BYOD: Internal investigations and employee personal devices

Companies that allow employees to use their personal devices for business communications should have effective ‘Bring Your Own Device’ policies that require employees to provide clear and informed consent for employers to review relevant business communications.

Winston Y. Chan

Partner, Gibson, Dunn & Crutcher LLP

Email: wchan@gibsondunn.com

Yale Law School; New Haven CT

Nicole Waddick

Associate, Gibson, Dunn & Crutcher LLP

Shutterstock

In March 2023, the U.S. Department of Justice (DOJ) announced new guidance regarding its consideration of company device policies in its Evaluation of Corporate Compliance Programs (ECCP). The new guidance, which directs prosecutors to consider companies' device policies in their investigations and charging decisions, necessarily shapes how companies and their counsel understand compliance and effective internal investigations. To ensure effective compliance systems, it is critical for companies and their counsel to understand when and how they may access employee devices, what is entailed in an effective device policy, and what options exist to examine employees' business communications in the event that company device policies do not set out a clear process for doing so.

The law - when can companies access employee devices?

The law on access to employee devices delineates between employer- and employee-provided devices. While the exact contours of the law vary between jurisdictions, employers are generally free to search and review employer-provided devices. City of Ontario, Cal. v. Quon, 560 U.S. 746 (2010); Sunbelt Rentals, Inc. v. Victor, 43 F. Supp. 3d 1026 (N.D. Cal. 2014). For the purposes of internal investigations, this means that companies may generally search and image employer-provided devices to identify potential concerns relating to misconduct. See e.g., Sunbelt Rentals, F. Supp. 3; California Office of the Attorney General, Workplace Privacy, https://oag.ca.gov/privacy/workplace-privacy.

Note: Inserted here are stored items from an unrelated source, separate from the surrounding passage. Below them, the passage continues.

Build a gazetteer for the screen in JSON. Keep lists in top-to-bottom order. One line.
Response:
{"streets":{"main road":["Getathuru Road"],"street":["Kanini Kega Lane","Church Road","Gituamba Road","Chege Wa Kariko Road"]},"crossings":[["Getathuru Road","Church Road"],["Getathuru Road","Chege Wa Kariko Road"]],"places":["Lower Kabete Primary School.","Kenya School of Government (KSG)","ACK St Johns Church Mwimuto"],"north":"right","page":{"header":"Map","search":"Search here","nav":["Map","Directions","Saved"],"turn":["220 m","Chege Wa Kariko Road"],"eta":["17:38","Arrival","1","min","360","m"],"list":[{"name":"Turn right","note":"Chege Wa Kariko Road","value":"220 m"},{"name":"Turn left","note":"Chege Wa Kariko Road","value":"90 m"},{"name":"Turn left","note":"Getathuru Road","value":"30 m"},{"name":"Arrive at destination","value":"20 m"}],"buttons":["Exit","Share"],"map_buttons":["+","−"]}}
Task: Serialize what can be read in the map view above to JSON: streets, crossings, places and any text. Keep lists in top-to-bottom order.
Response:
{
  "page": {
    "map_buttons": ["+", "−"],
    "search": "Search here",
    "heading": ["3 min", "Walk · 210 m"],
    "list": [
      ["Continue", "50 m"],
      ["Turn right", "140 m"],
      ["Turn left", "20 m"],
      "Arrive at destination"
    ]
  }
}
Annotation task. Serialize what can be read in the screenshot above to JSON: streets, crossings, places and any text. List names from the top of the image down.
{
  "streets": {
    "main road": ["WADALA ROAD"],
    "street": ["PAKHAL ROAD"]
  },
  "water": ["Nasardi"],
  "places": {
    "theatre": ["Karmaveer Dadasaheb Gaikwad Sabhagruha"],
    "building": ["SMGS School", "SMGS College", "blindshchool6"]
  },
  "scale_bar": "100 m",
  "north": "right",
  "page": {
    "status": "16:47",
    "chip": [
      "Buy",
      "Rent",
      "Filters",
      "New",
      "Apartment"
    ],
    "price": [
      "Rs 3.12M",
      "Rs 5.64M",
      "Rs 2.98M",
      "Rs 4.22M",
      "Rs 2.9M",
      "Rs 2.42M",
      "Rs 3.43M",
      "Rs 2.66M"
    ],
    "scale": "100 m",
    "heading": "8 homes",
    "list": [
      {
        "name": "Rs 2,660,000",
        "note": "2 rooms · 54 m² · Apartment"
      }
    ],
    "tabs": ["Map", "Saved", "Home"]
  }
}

On the other hand, employee-owned or personal devices do not necessarily afford companies such access. While the exact state laws vary, employers cannot review or access employee devices, absent an agreement to the contrary. See e.g., Cal. Penal Code § 502. Searching employees' personal devices is also fraught with liability given the risk that the employer might access private and personal information, such as health information.

Given this legal context, where companies have elected to allow employees to use their personal devices for business communications, an effective "Bring Your Own Device" (BYOD) policy is essential to ensuring that companies retain the ability to review employees' business communications for compliance purposes. While the exact form of a BYOD policy will vary based on a company's operations and risk profile, generally an effective BYOD policy will require employees to provide clear and informed consent for employers to review relevant business communications.

Where there is no BYOD policy in place that establishes prior consent for the review of business communications, employees will likely have to consent to the review of their phone at the outset of an investigation. This situation can raise significant practical difficulties amid often time-sensitive investigations. Employees, even those not involved in any misconduct, may understandably be reluctant to provide access to their device in the face of uncertain employment and legal consequences.

The challenge - what to do when access to employee devices requires specific consent

As an initial matter, in the absence of an applicable BYOD policy, company counsel should attempt to obtain specific consent by clearly discussing with the employee the benefits of permitting a review of their personal device. This is particularly so because addressing the particular allegation at issue will redound to the employee's benefit, and a full and transparent investigation is the quickest route to that result--especially if company counsel can leverage the internal investigation to forestall a full-blown government enforcement action or private lawsuit.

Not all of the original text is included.